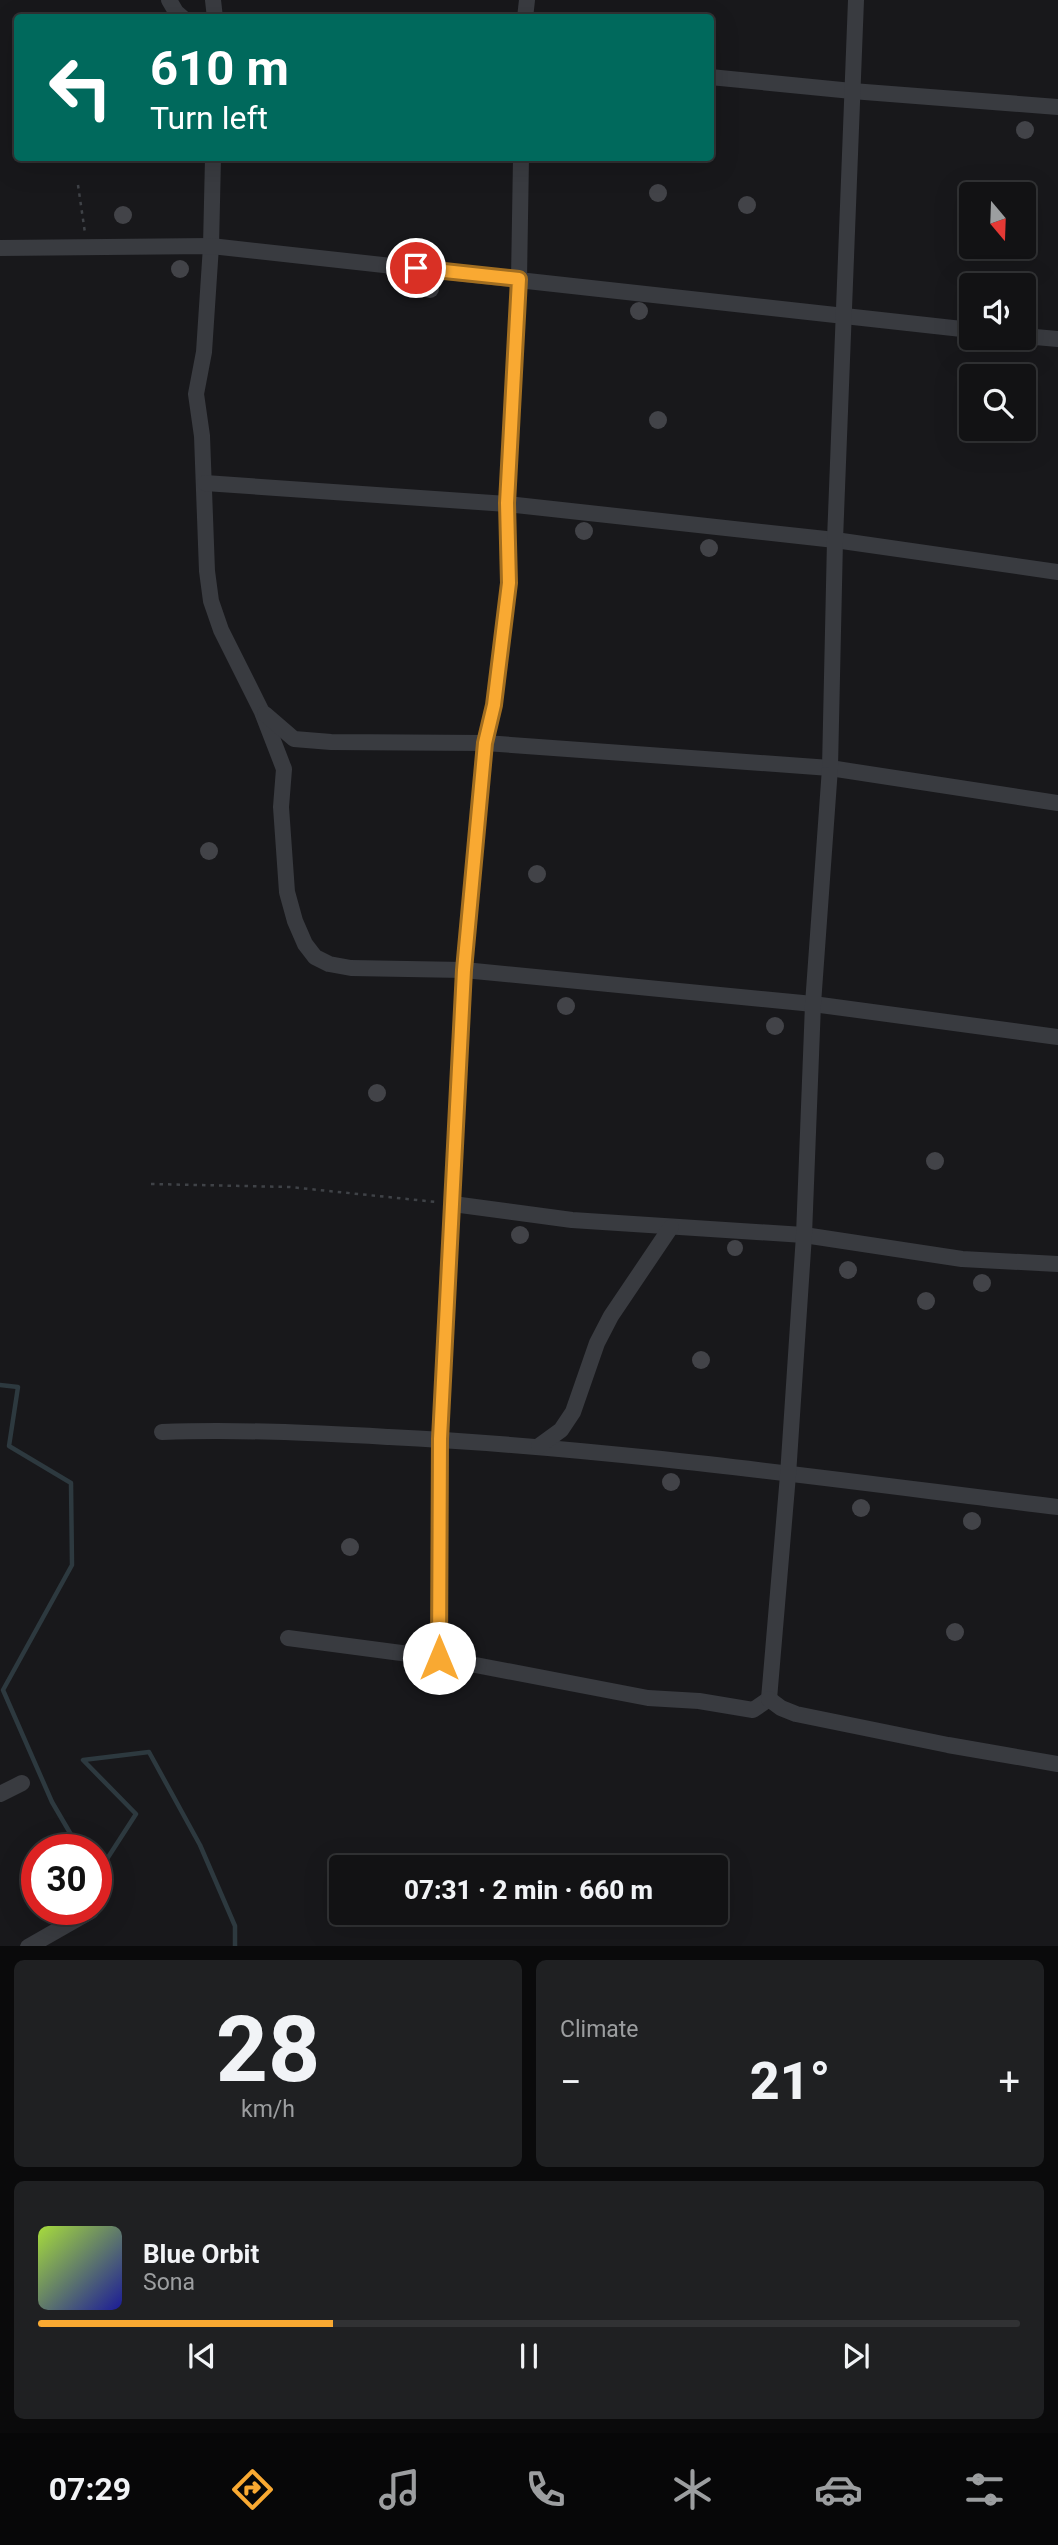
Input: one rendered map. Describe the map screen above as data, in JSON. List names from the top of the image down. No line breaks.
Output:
{"north":"bottom","page":{"turn":["610 m","Turn left"],"limit":"30","trip":"07:31 · 2 min · 660 m","tile":[["28","km/h"],"Climate"],"heat":["−","21°","+"],"song":["Blue Orbit","Sona"],"tabs":"07:29"}}
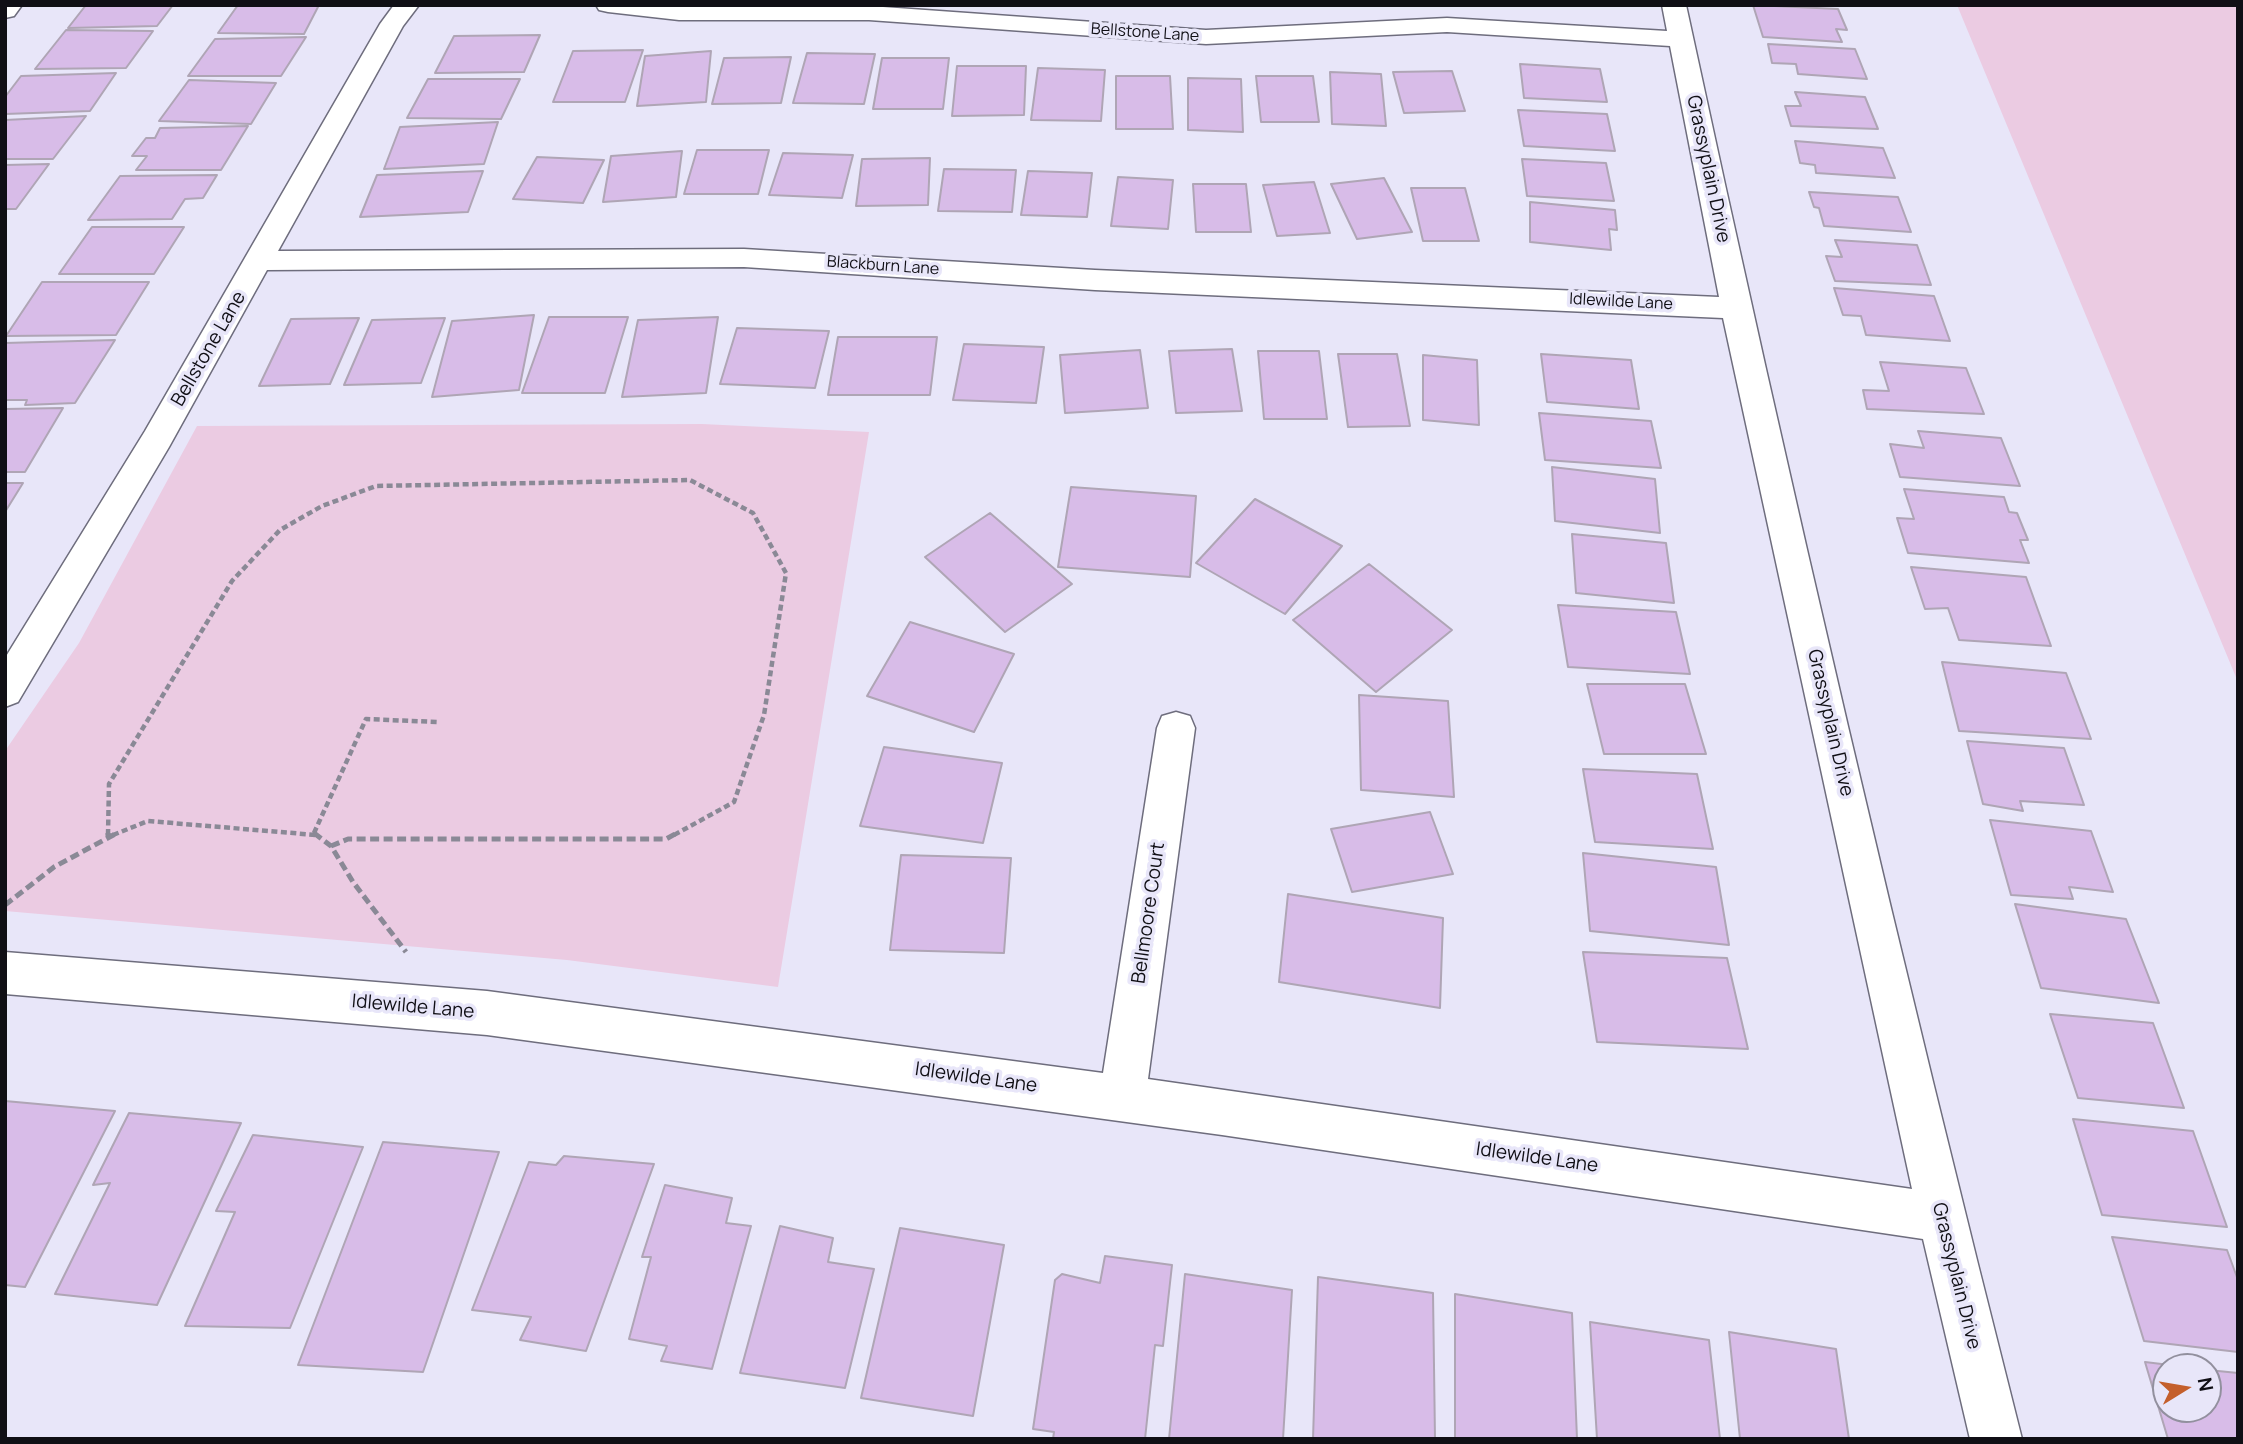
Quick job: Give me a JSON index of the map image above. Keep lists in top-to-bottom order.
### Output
{
  "streets": {
    "street": [
      "Bellstone Lane",
      "Grassyplain Drive",
      "Blackburn Lane",
      "Idlewilde Lane",
      "Bellmoore Court"
    ]
  },
  "crossings": [
    ["Bellstone Lane", "Grassyplain Drive"],
    ["Bellstone Lane", "Blackburn Lane"],
    ["Grassyplain Drive", "Idlewilde Lane"],
    ["Blackburn Lane", "Idlewilde Lane"],
    ["Idlewilde Lane", "Bellmoore Court"]
  ],
  "north": "right"
}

++++++

WORK ITEM> List all lines from the entries that include the word "above".

YOUR RESPONSE>
Input: one rendered map. Describe the map screen above as data, in JSON. List names from the top of the image down. No line breaks.
Quick job: Give me a JSON index of the map image above. Keep lists in top-to-bottom order.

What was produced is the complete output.